## [Material for the task]

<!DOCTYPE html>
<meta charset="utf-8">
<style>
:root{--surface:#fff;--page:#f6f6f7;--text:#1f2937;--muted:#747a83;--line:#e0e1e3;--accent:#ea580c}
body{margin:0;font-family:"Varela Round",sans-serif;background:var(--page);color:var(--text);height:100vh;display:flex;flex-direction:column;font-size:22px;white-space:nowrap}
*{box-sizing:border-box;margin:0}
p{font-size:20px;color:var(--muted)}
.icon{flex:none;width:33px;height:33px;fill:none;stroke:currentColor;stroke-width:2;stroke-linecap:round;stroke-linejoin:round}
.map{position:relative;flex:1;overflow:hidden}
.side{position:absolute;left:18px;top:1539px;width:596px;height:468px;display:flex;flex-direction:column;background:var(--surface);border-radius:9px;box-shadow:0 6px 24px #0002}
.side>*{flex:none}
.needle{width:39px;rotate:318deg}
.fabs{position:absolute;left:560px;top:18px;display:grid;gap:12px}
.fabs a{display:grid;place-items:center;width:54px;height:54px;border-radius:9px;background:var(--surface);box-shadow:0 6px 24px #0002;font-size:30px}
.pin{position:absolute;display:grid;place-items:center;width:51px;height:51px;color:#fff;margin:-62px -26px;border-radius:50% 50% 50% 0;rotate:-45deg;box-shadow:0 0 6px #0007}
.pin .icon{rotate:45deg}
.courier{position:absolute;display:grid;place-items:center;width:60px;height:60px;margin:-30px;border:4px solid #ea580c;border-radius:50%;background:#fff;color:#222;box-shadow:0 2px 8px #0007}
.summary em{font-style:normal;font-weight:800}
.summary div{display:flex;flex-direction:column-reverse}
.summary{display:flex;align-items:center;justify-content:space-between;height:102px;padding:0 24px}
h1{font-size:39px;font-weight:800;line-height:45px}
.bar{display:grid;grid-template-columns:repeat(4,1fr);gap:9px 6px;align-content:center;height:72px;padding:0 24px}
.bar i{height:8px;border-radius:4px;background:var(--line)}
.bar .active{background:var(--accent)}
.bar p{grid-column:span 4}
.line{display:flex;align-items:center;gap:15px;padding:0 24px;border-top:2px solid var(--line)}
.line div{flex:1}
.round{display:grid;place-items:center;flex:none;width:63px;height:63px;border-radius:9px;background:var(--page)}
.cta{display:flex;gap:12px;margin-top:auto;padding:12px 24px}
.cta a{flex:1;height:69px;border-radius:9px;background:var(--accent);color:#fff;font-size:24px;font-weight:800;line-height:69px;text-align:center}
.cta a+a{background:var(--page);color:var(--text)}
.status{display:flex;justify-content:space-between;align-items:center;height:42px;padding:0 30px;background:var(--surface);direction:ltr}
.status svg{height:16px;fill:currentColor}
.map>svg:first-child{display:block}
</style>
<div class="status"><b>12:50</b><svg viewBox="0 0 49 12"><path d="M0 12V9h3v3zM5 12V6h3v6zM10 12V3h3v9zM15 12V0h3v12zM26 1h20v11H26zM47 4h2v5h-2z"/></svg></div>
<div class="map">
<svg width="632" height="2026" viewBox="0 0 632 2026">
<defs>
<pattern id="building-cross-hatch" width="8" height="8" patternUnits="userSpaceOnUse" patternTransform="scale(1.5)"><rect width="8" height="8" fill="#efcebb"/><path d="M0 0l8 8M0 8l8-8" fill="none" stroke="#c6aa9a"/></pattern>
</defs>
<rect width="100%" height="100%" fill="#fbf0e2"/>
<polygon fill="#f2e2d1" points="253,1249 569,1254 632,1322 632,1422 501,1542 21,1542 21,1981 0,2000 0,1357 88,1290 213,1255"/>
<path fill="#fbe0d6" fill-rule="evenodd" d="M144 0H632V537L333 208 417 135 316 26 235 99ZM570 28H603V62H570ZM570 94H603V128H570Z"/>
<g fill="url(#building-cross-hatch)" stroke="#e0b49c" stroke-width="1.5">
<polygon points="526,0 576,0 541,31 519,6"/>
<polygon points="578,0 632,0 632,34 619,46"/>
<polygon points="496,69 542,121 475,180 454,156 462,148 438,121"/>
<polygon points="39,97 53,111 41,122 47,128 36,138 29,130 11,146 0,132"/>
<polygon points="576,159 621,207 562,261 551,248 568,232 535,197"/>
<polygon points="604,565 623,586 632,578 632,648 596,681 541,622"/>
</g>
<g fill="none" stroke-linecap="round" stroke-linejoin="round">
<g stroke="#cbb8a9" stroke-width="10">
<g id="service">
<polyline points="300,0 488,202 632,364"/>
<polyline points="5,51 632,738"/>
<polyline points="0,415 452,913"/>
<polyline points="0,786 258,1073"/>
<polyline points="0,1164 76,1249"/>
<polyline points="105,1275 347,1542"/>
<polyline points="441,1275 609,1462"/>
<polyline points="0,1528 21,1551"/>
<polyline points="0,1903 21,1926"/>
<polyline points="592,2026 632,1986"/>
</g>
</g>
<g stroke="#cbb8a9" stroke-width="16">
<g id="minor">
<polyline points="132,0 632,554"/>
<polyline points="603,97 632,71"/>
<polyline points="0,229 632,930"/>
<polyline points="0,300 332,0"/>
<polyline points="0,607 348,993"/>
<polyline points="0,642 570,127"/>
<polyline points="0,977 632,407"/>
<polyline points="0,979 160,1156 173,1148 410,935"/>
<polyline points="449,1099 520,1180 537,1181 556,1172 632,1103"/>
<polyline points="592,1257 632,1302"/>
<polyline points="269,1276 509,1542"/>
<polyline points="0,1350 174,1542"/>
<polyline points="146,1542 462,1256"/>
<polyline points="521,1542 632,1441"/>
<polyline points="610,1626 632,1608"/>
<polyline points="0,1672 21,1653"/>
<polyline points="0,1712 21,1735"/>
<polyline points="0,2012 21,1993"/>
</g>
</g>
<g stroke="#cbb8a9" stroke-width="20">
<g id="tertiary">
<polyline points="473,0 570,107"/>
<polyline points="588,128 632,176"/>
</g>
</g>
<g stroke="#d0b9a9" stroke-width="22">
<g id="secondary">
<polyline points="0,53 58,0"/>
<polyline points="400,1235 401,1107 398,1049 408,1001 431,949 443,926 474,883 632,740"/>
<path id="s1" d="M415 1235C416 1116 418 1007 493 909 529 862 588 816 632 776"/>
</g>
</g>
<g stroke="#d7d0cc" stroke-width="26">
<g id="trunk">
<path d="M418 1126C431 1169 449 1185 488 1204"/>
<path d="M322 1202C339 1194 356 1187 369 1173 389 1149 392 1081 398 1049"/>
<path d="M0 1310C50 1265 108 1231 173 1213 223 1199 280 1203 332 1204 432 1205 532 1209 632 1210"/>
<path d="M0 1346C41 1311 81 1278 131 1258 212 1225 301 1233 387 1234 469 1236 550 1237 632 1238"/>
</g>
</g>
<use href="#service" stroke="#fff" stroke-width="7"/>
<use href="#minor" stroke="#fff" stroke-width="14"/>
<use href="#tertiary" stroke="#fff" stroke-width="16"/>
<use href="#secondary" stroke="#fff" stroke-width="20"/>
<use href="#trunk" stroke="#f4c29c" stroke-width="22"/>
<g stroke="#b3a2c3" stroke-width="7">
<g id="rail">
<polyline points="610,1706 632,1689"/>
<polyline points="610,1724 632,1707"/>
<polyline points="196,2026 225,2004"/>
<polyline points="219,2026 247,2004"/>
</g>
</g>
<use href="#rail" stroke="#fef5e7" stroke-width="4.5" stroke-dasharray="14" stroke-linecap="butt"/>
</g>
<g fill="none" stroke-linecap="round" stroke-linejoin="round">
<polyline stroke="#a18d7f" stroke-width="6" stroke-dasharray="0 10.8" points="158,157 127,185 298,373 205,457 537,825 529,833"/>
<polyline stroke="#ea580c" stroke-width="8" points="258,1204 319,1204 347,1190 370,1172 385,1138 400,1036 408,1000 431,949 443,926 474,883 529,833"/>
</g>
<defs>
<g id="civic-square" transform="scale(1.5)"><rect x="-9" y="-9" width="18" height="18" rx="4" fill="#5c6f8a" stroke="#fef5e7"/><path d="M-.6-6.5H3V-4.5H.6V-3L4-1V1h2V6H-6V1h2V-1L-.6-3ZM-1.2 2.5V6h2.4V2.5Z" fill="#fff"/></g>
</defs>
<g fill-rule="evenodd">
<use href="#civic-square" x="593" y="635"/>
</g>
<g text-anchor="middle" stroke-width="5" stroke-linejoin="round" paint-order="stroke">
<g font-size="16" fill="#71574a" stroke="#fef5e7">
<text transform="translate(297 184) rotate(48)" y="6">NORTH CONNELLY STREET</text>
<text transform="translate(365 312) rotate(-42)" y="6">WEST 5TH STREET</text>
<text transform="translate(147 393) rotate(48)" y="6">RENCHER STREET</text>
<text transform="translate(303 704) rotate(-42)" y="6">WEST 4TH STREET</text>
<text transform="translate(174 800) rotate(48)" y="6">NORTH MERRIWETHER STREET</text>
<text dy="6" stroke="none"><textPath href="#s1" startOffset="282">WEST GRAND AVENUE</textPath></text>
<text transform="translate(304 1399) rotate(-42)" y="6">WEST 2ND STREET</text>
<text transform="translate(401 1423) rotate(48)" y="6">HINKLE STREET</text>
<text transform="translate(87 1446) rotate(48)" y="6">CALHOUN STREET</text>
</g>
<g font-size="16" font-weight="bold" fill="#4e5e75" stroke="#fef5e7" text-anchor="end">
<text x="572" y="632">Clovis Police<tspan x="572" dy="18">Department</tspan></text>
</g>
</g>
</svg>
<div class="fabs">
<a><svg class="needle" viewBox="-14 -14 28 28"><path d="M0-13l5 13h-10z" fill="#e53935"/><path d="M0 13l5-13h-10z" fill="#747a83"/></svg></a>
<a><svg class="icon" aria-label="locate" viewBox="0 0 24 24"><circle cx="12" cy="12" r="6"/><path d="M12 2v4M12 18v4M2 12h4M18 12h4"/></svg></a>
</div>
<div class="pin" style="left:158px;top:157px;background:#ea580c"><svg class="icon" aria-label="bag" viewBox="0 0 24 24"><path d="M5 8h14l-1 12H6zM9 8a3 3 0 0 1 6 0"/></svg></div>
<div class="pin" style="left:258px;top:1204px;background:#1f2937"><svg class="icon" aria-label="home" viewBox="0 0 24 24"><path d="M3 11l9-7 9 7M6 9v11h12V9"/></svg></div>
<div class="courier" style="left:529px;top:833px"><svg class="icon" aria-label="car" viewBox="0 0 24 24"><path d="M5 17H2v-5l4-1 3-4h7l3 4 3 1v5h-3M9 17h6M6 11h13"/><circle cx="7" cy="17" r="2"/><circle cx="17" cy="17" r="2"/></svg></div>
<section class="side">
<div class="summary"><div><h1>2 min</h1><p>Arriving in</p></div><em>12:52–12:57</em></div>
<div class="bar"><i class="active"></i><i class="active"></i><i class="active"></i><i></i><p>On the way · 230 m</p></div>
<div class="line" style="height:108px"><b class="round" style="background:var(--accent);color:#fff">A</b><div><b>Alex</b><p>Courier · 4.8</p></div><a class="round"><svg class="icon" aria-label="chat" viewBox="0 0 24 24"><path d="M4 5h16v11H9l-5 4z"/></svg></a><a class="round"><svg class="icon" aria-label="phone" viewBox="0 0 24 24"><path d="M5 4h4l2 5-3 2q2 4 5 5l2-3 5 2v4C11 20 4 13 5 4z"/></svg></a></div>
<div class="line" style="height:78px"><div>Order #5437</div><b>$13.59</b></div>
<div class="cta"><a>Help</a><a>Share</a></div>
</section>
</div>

## [Exercise]
The word "absolute" may occur in lines of the data above; say how many lines hold it, giving only the number.

## [Solution]
4